Copy, word for word, each line of the data below from the first through the line containing "flex:none; width:44px; height:44px;", and stop there.

| RECORDED INFORMATION |
--
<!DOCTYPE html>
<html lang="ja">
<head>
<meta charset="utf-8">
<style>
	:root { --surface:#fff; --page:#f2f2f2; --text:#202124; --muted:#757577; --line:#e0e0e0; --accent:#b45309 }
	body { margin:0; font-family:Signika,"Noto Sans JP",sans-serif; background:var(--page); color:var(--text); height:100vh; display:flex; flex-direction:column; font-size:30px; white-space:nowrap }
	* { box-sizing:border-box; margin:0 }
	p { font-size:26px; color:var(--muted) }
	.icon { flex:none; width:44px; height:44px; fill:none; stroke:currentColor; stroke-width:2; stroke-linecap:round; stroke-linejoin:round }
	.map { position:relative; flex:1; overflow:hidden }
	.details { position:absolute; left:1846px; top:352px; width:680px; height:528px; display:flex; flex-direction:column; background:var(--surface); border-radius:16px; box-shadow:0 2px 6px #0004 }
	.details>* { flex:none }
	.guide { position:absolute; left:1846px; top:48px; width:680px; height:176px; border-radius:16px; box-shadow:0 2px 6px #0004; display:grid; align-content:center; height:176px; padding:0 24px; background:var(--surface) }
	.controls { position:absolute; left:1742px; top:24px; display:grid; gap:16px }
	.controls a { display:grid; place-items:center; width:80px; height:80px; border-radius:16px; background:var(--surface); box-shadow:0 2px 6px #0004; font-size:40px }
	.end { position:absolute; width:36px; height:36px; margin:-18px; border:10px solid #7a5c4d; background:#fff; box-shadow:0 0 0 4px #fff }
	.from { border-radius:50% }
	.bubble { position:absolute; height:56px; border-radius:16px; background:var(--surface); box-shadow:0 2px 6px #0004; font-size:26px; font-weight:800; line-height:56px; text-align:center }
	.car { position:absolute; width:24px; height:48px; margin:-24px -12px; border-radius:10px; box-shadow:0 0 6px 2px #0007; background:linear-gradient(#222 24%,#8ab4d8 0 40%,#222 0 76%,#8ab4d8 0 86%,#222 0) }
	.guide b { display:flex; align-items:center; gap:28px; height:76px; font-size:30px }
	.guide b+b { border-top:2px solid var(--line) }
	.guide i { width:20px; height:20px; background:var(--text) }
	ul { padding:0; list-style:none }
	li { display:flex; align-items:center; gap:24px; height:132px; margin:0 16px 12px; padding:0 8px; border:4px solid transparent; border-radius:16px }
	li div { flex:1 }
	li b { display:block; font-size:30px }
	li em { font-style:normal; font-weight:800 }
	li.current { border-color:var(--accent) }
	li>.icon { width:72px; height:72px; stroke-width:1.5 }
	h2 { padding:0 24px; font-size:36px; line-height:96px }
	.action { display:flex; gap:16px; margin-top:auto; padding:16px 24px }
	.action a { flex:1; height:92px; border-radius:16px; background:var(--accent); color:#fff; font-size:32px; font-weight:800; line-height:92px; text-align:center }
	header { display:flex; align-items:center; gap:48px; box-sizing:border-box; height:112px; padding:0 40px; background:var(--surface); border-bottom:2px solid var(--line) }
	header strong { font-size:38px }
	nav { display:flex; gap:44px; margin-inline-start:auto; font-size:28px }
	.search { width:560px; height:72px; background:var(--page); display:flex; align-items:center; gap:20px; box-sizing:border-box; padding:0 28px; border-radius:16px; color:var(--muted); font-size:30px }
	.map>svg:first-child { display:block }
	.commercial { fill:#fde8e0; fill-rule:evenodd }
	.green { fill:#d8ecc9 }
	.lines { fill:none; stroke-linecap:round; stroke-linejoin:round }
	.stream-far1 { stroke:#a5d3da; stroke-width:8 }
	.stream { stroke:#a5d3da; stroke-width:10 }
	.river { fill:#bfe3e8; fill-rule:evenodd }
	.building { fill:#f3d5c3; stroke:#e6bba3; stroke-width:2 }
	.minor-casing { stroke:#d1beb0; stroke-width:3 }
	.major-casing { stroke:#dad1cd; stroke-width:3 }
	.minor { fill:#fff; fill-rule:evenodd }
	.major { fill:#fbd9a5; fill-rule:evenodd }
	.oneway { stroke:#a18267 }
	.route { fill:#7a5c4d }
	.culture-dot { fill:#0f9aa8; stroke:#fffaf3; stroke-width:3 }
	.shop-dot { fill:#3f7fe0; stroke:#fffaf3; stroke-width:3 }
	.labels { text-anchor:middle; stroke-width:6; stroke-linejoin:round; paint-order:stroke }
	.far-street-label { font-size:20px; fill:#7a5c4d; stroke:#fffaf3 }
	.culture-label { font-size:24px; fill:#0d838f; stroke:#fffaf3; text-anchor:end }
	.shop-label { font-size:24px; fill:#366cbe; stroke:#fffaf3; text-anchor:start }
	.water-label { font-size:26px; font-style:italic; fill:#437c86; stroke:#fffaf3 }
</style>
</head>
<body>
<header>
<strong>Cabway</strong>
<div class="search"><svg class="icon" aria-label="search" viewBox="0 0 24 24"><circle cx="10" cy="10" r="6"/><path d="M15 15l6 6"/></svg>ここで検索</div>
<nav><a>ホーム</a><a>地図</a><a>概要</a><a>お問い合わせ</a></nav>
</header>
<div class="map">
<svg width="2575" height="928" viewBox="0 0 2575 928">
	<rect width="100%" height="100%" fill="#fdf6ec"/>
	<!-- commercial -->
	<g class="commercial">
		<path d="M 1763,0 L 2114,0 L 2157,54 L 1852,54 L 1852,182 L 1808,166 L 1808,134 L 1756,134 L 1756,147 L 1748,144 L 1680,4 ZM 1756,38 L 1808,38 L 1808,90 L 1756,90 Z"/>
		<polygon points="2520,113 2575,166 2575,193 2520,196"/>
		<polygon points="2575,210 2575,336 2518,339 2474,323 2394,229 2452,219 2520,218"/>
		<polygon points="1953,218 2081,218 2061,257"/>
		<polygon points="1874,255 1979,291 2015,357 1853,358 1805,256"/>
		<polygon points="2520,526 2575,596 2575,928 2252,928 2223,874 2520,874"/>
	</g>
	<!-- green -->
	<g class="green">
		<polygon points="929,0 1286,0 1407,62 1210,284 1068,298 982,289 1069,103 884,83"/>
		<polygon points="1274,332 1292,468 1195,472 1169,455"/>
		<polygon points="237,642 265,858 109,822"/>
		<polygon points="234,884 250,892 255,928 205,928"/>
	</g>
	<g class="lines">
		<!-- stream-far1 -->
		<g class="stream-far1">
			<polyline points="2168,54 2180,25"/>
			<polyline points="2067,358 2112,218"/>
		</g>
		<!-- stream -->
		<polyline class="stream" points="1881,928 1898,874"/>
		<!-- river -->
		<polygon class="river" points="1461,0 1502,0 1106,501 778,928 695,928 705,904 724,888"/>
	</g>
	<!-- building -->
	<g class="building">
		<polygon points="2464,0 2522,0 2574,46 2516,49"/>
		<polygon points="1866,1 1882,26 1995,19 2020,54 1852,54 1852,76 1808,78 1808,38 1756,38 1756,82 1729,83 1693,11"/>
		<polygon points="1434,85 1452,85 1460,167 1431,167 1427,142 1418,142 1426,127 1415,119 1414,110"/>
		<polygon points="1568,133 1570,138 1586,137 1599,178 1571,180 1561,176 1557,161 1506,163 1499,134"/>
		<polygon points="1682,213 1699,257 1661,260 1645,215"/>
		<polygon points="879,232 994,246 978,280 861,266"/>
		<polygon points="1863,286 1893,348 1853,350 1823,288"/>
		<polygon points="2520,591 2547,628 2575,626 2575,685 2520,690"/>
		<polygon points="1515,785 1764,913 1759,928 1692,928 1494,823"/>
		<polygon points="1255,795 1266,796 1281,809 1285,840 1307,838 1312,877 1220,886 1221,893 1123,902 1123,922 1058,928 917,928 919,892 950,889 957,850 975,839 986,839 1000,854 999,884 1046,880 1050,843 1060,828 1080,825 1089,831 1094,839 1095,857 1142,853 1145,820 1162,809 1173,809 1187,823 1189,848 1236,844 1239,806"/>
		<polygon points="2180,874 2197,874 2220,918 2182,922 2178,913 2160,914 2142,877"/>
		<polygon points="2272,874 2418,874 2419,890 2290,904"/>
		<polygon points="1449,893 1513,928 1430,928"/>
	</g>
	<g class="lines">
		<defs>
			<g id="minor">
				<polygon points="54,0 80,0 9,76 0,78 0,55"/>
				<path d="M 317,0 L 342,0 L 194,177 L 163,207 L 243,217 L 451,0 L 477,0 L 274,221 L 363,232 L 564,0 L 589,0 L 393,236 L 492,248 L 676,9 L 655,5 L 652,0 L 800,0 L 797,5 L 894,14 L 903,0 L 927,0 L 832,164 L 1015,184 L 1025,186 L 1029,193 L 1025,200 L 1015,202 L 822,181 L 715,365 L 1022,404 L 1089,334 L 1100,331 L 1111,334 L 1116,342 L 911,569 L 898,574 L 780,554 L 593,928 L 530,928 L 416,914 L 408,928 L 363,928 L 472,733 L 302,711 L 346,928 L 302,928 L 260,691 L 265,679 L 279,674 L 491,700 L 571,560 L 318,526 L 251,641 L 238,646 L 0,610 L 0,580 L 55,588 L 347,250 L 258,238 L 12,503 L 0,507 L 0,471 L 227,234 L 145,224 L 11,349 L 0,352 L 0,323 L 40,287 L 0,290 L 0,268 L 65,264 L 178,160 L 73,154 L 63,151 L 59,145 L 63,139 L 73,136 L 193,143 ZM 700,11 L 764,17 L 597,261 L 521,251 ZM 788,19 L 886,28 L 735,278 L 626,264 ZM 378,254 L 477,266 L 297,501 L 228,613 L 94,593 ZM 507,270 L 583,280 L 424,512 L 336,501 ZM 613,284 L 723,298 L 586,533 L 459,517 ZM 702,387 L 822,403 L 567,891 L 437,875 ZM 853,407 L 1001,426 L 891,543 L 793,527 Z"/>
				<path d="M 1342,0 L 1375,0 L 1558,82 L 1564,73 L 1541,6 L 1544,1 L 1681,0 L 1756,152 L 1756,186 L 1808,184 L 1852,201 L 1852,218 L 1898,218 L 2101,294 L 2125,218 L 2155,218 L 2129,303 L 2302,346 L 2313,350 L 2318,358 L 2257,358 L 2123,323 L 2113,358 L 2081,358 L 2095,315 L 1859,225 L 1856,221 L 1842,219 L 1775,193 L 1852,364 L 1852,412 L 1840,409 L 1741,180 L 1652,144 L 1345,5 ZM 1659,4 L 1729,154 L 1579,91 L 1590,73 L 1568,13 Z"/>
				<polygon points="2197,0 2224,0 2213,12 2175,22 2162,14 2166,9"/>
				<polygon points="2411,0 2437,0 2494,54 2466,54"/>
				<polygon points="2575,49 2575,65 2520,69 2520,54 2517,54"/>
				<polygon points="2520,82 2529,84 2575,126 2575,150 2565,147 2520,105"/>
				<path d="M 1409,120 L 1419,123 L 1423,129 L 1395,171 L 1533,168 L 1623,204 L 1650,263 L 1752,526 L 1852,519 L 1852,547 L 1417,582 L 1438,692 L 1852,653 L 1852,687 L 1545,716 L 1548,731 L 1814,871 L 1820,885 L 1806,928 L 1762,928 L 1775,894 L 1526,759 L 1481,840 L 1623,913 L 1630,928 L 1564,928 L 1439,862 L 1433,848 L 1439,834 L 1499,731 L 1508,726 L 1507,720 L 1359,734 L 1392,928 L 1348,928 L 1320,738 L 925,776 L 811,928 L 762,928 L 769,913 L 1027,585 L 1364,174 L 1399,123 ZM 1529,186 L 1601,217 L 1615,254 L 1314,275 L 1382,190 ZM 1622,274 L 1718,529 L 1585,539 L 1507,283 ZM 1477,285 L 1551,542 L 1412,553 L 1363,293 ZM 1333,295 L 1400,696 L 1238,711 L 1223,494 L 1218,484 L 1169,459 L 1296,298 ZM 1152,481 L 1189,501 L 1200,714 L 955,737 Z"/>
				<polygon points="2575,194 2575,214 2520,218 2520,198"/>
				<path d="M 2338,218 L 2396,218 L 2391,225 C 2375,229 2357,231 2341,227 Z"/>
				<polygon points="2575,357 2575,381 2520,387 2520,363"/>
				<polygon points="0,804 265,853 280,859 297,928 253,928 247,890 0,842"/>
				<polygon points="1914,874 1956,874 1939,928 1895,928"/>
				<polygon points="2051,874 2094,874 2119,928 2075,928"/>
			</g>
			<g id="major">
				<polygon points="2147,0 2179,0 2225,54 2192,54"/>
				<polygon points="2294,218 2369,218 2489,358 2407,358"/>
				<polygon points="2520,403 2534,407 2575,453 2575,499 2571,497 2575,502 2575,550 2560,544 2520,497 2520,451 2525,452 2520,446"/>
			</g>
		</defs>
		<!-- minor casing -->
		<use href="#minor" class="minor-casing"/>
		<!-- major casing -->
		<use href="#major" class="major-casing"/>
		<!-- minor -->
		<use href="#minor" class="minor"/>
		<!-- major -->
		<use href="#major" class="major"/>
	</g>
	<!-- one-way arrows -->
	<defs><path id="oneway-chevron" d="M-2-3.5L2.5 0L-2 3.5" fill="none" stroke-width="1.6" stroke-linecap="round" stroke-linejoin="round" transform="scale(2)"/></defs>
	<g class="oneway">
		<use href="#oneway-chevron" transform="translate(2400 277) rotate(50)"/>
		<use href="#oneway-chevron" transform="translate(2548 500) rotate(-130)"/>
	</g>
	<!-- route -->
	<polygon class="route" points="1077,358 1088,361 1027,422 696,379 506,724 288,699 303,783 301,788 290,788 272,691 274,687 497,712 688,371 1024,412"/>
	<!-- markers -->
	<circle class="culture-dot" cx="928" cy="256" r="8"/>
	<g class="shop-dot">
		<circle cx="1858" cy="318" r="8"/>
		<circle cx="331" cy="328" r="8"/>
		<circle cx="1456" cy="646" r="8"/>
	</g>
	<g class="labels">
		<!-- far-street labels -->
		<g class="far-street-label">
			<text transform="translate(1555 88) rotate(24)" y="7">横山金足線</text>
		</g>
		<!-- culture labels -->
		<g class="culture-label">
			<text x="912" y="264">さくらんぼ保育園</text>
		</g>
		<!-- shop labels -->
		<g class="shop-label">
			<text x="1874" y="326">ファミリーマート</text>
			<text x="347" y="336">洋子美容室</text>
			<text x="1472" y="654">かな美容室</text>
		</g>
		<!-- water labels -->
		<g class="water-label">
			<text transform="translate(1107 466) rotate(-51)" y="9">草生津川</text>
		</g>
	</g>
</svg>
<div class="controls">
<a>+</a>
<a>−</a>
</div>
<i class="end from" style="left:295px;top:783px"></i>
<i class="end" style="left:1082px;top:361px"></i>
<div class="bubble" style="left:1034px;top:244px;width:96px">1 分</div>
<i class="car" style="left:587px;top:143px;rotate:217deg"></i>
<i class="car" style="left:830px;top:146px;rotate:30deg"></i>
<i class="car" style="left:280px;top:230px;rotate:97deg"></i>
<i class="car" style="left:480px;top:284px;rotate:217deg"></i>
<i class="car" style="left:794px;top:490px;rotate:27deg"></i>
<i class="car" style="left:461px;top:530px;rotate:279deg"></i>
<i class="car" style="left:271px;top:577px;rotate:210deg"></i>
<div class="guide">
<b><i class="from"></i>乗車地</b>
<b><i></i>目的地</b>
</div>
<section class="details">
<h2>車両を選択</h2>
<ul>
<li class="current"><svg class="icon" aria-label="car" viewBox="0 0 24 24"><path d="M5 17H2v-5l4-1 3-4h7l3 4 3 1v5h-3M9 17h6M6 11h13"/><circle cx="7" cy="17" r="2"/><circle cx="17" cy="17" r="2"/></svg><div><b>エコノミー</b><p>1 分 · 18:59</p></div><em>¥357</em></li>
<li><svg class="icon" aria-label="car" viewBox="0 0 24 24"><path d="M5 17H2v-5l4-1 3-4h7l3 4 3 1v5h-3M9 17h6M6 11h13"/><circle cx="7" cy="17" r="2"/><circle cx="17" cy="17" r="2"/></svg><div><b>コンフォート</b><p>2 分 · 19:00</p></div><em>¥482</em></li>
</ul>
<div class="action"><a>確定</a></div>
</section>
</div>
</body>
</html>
--
| YOUR RESPONSE |
<!DOCTYPE html>
<html lang="ja">
<head>
<meta charset="utf-8">
<style>
	:root { --surface:#fff; --page:#f2f2f2; --text:#202124; --muted:#757577; --line:#e0e0e0; --accent:#b45309 }
	body { margin:0; font-family:Signika,"Noto Sans JP",sans-serif; background:var(--page); color:var(--text); height:100vh; display:flex; flex-direction:column; font-size:30px; white-space:nowrap }
	* { box-sizing:border-box; margin:0 }
	p { font-size:26px; color:var(--muted) }
	.icon { flex:none; width:44px; height:44px; fill:none; stroke:currentColor; stroke-width:2; stroke-linecap:round; stroke-linejoin:round }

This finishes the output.